Pourtant, les relations entre les donateurs et ces personnels ne sont en aucune façon marchandes, elles ne sont pas commerciales. À l’heure où le gouvernement, sous la houlette de Nicolas Sarkozy, défiscalise à tour de bras dans le but incertain de stimuler l’activité, la justice pour les malades et le souci d’efficacité dans l’aide à la recherche seraient de mettre fin à ce détournement. Que l’État, incapable de financer la recherche pour les maladies rares, renonce au moins à prendre dans la caisse. Avec l’accord des intéressés, leurs salaires pourraient être minorés de ce qu’ils devraient au fisc, tout en s’acquittant des différentes cotisations sociales, pour ne rien perdre de leurs droits. Leurs salaires pourraient être considérés comme des indemnités, par exemple. Pour cette année, une telle mesure suffirait à compenser les dix millions d’euros manquants.
Daniel Kilmétis, Saint-Martin-des-Champs (Seine-et-Marne)

Lettre ouverte au PS

Vous avez annoncé votre intention de vous abstenir lors de la consultation du congrès pour une modification de la constitution, demandée par l’actuel gouvernement pour pouvoir procéder à l’adoption du traité de Lisbonne par vote au Parlement et au Sénat. Vous allez priver ainsi le peuple français d’un référendum, après que celui-ci a voté non au TCE en mai 2005, par 54,8 % des voix. Vous savez pourtant que les dispositions de ce texte sont les mêmes que celles du TCE. Vous savez que le texte en a été rendu illisible pour les citoyens.
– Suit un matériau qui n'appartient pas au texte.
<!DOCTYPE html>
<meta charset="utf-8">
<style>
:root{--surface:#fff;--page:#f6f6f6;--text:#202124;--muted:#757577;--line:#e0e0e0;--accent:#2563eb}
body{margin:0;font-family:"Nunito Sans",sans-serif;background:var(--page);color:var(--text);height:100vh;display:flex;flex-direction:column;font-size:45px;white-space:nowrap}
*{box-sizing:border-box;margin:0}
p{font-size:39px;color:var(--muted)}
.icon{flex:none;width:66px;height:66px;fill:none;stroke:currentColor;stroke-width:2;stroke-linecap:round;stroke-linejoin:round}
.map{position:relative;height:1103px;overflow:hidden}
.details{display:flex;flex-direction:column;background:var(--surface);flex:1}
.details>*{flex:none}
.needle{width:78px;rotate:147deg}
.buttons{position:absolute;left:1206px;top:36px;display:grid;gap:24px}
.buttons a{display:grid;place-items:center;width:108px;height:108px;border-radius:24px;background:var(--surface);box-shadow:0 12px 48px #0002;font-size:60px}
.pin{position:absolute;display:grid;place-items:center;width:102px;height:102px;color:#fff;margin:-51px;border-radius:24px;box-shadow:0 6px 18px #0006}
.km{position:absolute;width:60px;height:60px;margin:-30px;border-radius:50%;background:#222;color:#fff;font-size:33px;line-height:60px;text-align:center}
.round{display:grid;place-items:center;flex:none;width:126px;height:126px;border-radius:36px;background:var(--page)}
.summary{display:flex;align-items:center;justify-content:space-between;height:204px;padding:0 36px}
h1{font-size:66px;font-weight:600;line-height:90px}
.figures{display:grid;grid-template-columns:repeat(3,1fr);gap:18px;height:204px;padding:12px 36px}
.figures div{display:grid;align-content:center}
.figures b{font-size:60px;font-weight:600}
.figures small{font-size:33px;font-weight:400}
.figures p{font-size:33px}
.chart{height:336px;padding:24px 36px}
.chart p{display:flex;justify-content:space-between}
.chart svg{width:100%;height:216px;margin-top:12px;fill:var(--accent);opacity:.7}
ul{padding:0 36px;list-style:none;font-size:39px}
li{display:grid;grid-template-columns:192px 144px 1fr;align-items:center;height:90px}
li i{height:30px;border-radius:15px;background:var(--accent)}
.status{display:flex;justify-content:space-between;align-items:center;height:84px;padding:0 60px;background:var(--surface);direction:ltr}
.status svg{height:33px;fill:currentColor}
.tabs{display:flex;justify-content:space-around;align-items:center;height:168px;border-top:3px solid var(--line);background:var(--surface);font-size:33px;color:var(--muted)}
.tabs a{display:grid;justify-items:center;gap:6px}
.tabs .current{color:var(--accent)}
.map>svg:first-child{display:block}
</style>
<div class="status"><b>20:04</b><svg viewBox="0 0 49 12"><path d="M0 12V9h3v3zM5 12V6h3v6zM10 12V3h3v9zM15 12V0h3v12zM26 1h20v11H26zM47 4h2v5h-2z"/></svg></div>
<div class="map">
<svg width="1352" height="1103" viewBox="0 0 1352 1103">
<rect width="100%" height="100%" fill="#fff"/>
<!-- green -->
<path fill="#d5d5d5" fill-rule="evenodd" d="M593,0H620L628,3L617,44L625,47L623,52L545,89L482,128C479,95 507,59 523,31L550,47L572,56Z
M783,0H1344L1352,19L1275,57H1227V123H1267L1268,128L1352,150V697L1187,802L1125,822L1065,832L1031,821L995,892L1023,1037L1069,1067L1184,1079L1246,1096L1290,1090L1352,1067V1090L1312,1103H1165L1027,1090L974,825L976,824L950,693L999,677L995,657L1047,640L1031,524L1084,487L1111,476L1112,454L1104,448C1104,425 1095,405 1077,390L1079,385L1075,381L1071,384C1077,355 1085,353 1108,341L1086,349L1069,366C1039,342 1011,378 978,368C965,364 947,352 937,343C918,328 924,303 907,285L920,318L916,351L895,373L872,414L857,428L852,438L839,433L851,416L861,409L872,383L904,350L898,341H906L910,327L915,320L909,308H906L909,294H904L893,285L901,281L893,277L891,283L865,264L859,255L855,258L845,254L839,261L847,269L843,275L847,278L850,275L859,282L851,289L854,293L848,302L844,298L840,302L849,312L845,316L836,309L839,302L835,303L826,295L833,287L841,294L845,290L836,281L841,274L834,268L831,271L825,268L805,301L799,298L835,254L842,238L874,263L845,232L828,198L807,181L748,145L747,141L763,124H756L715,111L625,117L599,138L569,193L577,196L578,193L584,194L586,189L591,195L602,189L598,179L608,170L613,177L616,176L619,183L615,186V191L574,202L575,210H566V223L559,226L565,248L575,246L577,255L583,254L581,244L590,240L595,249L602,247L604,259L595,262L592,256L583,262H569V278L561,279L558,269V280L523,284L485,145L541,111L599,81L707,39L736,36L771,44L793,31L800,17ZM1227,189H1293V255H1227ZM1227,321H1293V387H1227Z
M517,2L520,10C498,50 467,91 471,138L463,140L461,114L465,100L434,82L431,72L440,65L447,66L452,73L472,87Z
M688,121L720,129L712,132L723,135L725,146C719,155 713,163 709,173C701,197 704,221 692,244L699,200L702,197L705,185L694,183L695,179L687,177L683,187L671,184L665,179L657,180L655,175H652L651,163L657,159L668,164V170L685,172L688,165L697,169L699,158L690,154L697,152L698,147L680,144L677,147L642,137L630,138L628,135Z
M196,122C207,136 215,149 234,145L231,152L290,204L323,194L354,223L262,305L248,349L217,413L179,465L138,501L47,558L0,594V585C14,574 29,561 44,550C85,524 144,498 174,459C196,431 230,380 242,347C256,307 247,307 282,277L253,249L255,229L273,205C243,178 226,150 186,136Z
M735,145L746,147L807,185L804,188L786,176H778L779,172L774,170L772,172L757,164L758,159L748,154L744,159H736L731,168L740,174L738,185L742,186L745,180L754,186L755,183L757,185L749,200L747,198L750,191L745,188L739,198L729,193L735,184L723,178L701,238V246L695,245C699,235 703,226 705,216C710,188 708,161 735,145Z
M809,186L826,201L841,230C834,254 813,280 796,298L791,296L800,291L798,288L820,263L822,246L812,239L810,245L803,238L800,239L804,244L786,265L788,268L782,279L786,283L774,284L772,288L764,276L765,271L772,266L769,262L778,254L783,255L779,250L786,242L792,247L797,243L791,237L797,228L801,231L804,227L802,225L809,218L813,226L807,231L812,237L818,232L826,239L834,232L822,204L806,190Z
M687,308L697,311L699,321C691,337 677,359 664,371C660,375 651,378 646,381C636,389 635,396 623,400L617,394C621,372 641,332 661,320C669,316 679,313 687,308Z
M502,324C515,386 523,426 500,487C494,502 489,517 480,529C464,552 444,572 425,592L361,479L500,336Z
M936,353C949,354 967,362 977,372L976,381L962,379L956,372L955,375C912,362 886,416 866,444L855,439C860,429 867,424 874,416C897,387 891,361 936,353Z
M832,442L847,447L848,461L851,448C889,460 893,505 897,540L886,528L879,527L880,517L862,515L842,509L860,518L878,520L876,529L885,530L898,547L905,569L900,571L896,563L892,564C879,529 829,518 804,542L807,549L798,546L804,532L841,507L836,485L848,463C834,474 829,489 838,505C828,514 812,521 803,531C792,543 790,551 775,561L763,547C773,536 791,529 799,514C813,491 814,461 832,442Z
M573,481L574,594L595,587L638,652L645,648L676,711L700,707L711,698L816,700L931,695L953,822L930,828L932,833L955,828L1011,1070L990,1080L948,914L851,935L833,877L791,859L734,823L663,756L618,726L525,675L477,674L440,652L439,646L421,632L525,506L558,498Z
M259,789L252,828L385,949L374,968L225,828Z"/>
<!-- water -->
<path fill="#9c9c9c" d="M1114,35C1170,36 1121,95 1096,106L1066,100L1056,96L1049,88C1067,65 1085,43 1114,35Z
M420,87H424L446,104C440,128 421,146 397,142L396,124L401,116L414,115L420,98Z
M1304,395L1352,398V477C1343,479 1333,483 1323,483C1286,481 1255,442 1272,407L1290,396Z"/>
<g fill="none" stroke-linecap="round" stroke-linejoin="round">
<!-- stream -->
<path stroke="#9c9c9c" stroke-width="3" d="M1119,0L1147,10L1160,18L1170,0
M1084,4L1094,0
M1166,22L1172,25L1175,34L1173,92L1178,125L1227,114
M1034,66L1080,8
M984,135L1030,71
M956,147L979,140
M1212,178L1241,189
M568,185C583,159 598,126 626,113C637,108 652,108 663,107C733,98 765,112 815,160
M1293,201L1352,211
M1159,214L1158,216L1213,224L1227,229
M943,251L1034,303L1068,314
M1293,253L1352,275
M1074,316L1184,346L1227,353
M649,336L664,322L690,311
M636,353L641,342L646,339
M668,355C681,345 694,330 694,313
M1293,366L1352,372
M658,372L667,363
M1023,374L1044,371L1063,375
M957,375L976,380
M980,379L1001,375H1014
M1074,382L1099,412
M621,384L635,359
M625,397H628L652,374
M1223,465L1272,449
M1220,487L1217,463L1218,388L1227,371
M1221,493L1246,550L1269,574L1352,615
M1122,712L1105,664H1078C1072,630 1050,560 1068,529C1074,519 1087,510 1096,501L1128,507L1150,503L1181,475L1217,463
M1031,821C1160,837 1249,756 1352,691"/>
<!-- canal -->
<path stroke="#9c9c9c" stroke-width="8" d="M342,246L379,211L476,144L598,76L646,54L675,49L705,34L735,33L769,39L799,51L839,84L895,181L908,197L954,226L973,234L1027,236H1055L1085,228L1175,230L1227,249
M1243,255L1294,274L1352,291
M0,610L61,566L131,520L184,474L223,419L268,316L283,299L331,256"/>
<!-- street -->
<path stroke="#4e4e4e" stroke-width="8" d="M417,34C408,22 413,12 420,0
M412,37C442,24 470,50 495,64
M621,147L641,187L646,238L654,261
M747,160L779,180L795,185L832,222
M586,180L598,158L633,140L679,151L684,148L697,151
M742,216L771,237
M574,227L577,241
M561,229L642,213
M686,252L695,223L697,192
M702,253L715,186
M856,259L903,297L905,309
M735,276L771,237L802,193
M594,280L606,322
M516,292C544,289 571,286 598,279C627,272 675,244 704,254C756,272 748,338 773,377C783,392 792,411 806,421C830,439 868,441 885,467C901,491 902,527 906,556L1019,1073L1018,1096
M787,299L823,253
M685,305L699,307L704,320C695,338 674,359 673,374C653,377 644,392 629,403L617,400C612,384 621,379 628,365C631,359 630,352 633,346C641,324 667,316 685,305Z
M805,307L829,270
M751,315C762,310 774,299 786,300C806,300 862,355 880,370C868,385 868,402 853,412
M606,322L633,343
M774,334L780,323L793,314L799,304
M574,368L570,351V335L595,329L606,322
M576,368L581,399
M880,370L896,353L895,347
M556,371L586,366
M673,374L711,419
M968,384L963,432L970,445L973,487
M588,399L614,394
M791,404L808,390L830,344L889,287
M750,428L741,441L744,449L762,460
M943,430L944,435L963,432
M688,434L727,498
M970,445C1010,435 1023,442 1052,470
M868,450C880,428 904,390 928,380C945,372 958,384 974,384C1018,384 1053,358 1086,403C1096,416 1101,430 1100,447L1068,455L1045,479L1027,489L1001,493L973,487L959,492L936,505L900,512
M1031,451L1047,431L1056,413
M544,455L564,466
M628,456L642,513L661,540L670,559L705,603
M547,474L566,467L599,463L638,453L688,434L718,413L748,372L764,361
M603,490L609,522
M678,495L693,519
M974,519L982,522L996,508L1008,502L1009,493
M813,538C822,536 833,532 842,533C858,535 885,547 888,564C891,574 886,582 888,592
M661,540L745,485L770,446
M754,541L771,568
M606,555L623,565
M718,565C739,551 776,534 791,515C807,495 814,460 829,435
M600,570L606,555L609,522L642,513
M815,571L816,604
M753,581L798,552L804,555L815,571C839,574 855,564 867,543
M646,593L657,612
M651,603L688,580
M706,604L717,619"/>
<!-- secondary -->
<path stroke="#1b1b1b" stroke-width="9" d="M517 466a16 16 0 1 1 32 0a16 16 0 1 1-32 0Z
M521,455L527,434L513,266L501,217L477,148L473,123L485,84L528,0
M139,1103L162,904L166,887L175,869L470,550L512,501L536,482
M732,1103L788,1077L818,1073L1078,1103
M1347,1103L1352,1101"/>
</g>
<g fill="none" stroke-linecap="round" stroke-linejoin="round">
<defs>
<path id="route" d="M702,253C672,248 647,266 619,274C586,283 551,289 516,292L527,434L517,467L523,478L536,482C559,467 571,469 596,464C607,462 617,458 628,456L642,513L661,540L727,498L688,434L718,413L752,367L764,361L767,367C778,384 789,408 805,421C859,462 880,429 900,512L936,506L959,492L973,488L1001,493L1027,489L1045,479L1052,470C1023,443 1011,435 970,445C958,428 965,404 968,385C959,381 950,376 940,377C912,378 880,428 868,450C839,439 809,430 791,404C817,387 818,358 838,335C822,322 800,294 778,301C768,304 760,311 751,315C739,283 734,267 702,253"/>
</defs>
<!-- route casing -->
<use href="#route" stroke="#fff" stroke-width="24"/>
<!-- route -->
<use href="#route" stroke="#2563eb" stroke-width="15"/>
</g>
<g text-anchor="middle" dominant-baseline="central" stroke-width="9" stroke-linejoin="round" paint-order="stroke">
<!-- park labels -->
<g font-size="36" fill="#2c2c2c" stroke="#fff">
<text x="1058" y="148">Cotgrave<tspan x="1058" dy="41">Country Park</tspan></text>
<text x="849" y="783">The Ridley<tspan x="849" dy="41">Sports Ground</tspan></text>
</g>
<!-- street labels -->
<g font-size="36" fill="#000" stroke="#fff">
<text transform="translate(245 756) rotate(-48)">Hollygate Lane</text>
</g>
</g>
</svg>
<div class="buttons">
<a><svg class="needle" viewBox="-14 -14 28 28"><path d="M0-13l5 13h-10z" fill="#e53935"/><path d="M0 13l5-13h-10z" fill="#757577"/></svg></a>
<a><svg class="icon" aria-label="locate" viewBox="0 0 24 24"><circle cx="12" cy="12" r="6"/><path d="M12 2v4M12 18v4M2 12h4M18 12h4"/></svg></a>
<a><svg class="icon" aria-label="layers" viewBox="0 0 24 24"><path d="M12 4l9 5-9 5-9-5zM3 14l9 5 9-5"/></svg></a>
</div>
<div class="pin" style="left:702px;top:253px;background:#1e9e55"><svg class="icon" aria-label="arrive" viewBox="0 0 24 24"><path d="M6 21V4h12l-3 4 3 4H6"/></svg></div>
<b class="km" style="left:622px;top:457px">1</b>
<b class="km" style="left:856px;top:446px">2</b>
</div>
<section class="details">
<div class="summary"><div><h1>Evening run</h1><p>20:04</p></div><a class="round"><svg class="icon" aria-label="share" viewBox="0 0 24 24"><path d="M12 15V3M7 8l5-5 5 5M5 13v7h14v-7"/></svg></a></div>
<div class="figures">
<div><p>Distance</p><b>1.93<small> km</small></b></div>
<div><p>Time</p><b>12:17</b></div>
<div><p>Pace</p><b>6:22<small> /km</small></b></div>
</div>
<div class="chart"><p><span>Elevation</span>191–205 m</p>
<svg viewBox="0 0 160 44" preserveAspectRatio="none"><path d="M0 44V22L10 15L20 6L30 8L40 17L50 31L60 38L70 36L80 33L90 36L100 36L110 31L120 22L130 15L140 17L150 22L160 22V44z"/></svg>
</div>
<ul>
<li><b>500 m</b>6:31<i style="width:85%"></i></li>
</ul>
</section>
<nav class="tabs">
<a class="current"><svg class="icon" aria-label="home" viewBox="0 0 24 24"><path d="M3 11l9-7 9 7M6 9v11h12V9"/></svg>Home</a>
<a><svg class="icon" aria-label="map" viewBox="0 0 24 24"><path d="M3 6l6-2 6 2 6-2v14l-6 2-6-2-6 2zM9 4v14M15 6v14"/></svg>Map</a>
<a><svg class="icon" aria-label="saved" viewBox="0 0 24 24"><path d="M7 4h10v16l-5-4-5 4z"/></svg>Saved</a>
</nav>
Votre candidate avait pris l’engagement, lors de la campagne présidentielle, de procéder par référendum. Vous reniez ainsi vos engagements et violez la démocratie. Vous cautionnez Nicolas Sarkozy lorsqu’il avoue les raisons de cette procédure : « Des référendums sur le nouveau traité européen seraient dangereux et perdants en France, en Angleterre et dans d’autres pays. Il y a un gouffre entre les peuples et les gouvernements. » (Lors d’une réunion avec les parlementaires européens le 14 novembre à Strasbourg.)
Si vous persistez dans cette voie, nous comprendrons que vous ne défendez ni la démocratie ni le peuple souverain, et que vous méprisez l’expression populaire.